Ferrell Barron : The good thing, I think tomorrow, John Patton my FX lead and my CG Super will give a presentation on the Effects and you're gonna get to see the very first Fire tests we did and kind of the whole lineage coming up to where you see, you'll want to hear. It's really interesting so that'll be fun for you.
Bobs Gannaway : We had a Library Fire System so we can place fires and run them through a cycle for distant fires, for closer fires, you customize it because it's gonna be close up. It might be interacting with the ground. It has a certain thing we want the embers to do, so you sort of work on, you know, levels like that, and weight fires away in the background are probably operating as a piece of Library, animation that's randomized throughout.

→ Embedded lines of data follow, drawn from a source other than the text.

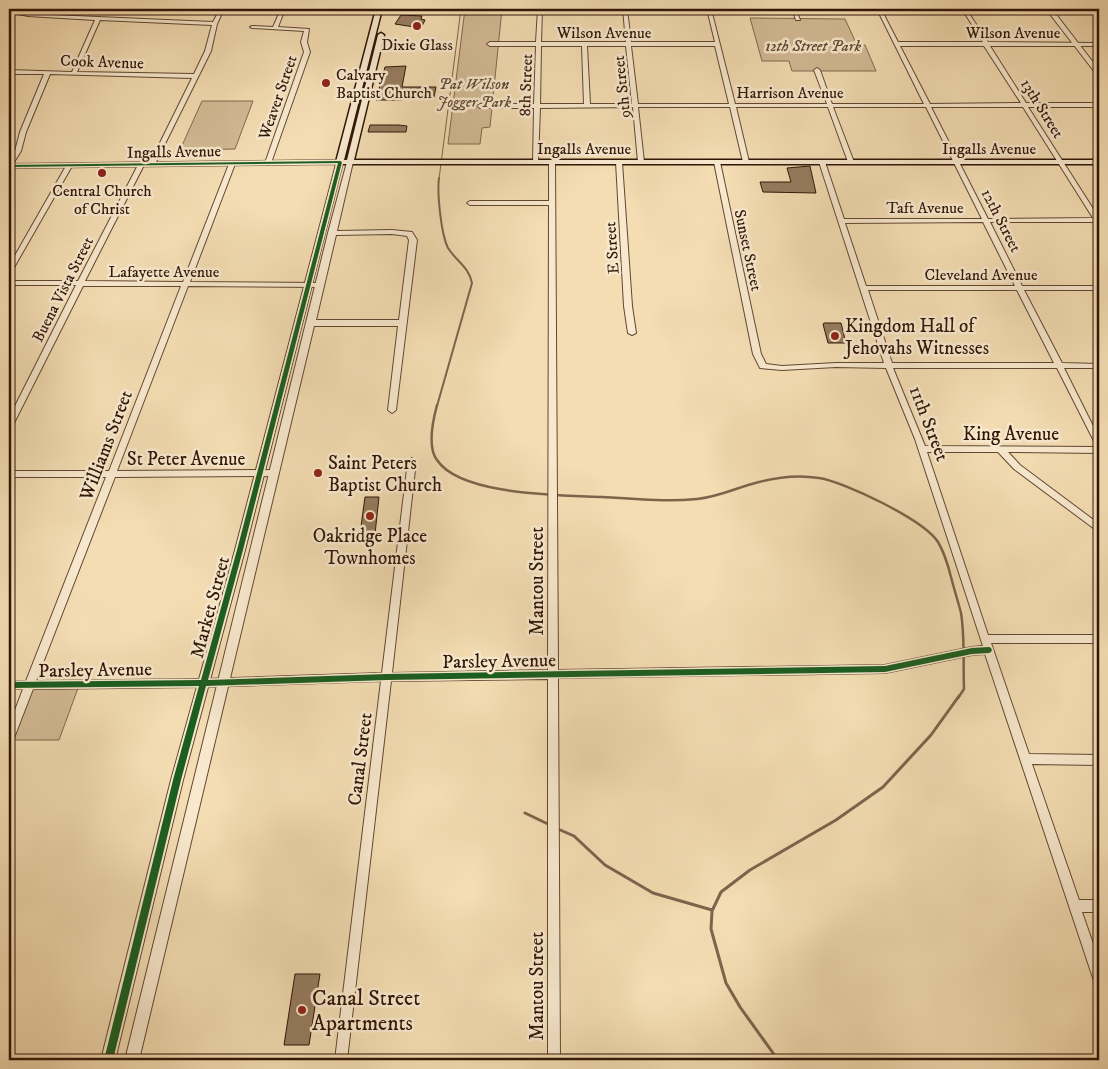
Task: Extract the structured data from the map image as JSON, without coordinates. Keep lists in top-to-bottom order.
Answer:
{
  "streets": {
    "main road": ["Ingalls Avenue", "Market Street"],
    "street": [
      "Wilson Avenue",
      "Cook Avenue",
      "8th Street",
      "9th Street",
      "Harrison Avenue",
      "Weaver Street",
      "13th Street",
      "Taft Avenue",
      "12th Street",
      "E Street",
      "Sunset Street",
      "Lafayette Avenue",
      "Cleveland Avenue",
      "Buena Vista Street",
      "11th Street",
      "King Avenue",
      "Williams Street",
      "St Peter Avenue",
      "Mantou Street",
      "Parsley Avenue",
      "Canal Street"
    ]
  },
  "crossings": [
    ["Wilson Avenue", "8th Street"],
    ["Wilson Avenue", "9th Street"],
    ["Wilson Avenue", "13th Street"],
    ["Wilson Avenue", "12th Street"],
    ["8th Street", "Harrison Avenue"],
    ["8th Street", "Ingalls Avenue"],
    ["9th Street", "Harrison Avenue"],
    ["9th Street", "Ingalls Avenue"],
    ["Harrison Avenue", "13th Street"],
    ["Harrison Avenue", "12th Street"],
    ["Weaver Street", "Ingalls Avenue"],
    ["13th Street", "Ingalls Avenue"],
    ["13th Street", "Taft Avenue"],
    ["Ingalls Avenue", "12th Street"],
    ["Ingalls Avenue", "E Street"],
    ["Ingalls Avenue", "Sunset Street"],
    ["Ingalls Avenue", "Buena Vista Street"],
    ["Ingalls Avenue", "11th Street"],
    ["Ingalls Avenue", "Williams Street"],
    ["Ingalls Avenue", "Mantou Street"],
    ["Ingalls Avenue", "Market Street"],
    ["Taft Avenue", "12th Street"],
    ["Taft Avenue", "11th Street"],
    ["12th Street", "Cleveland Avenue"],
    ["Sunset Street", "11th Street"],
    ["Lafayette Avenue", "Buena Vista Street"],
    ["Lafayette Avenue", "Williams Street"],
    ["Lafayette Avenue", "Market Street"],
    ["Cleveland Avenue", "11th Street"],
    ["11th Street", "King Avenue"],
    ["11th Street", "Parsley Avenue"],
    ["Williams Street", "St Peter Avenue"],
    ["Williams Street", "Parsley Avenue"],
    ["St Peter Avenue", "Market Street"],
    ["Mantou Street", "Parsley Avenue"],
    ["Market Street", "Parsley Avenue"],
    ["Parsley Avenue", "Canal Street"]
  ],
  "parks": ["12th Street Park", "Pat Wilson Jogger Park"],
  "places": [
    "Dixie Glass",
    "Calvary Baptist Church",
    "Central Church of Christ",
    "Kingdom Hall of Jehovahs Witnesses",
    "Saint Peters Baptist Church",
    "Oakridge Place Townhomes",
    "Canal Street Apartments"
  ]
}
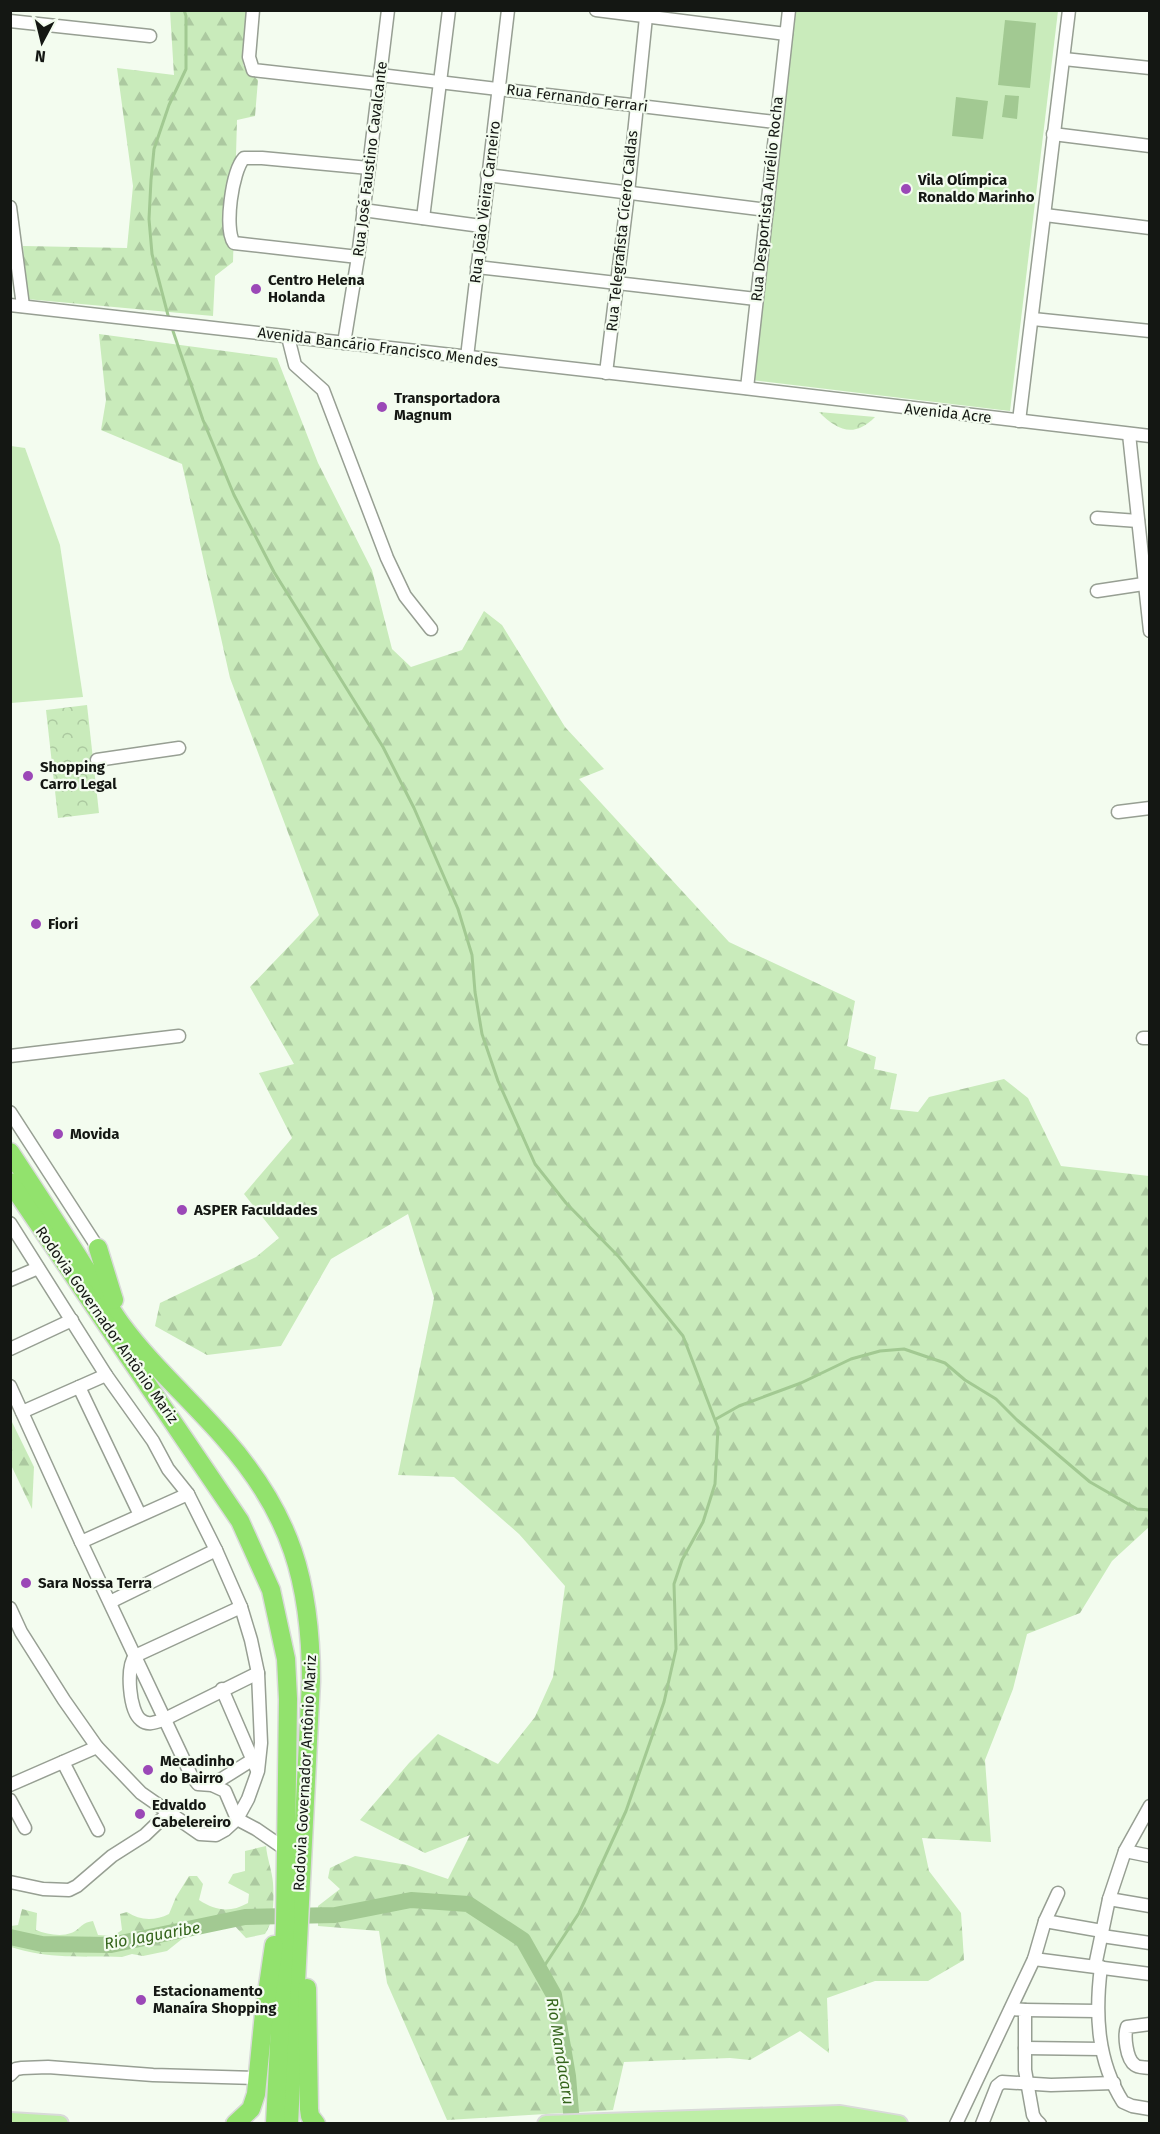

And foreground fires are all customized and things like that. It's ridiculously complicated.
Q : It looks very accurate and believable so…
Bobs Gannaway : That's the trick. I mean, that and scale, how fast the flames move. It's amazing when you look at actually trees burning, how large the flames are. You know scale is a tricky thing because sometimes when you make it look exactly right, it doesn't look right. Maybe your memory of what you think it should look like vs. what it really look like. So it's all those sort of things and not losing scale cause the flames are too large.
Ferrell Barron: And that brings in our Cal Fire guys and our Smoke Jumper. What was even more interesting is the Smoke Jumper we had coming on our fire with us. We also brought him in at the end and he commented on the Sound Effects. We wanted to be sure it sounded right and there's very few people that are actually in a fire, in the middle of a Forest Fire. So our sound designers actually give Josh our Smoke Jumper a lot of sound cues that he was building, they got sound effects and got comments and adjectives from Josh to help him just dial it just right until he was like, you got it. That sounds just perfect so that's, again the amount of detail we go to be sure that we're being as accurate and truthful as we can.
Bobs Gannaway : The same as the Retardant drops and the Water drops. We actually went out to Training Days. We stood out in fields. We had Water dropped on us and we got a nice email one day from our consultant at Cal Fire who had seen the Trailer online and just email and say, you guys got it exactly right. That's tricky stuff. I mean, the momentum of the way you do a Water drop is, you know, you have to drop at the right height and you hurry or it'll dissipate or it won't spread properly. The water has to go and drop straight down or you'll get shadowing. If the water pushes that way and you have a tree, it'll shadow so that part of the ground won't get covered. So they have to do it just right so it settles and falls. There's a certain height that you have to drop it at, above the tree canopy. When our consultant from Cal Fire saw it, he was like Oh, I didn't realize that the trees were gonna be that high. That would be a coverage level six, not a coverage level four. So we went in and changed it. So you know, it's like, once he saw the fire. we actually know how the fire worked. We have it mapped out. We understand where this fire started, how they sort of pinch off the closing of the Exit of the Park and all that kind of stuff. We had to understand what it was doing.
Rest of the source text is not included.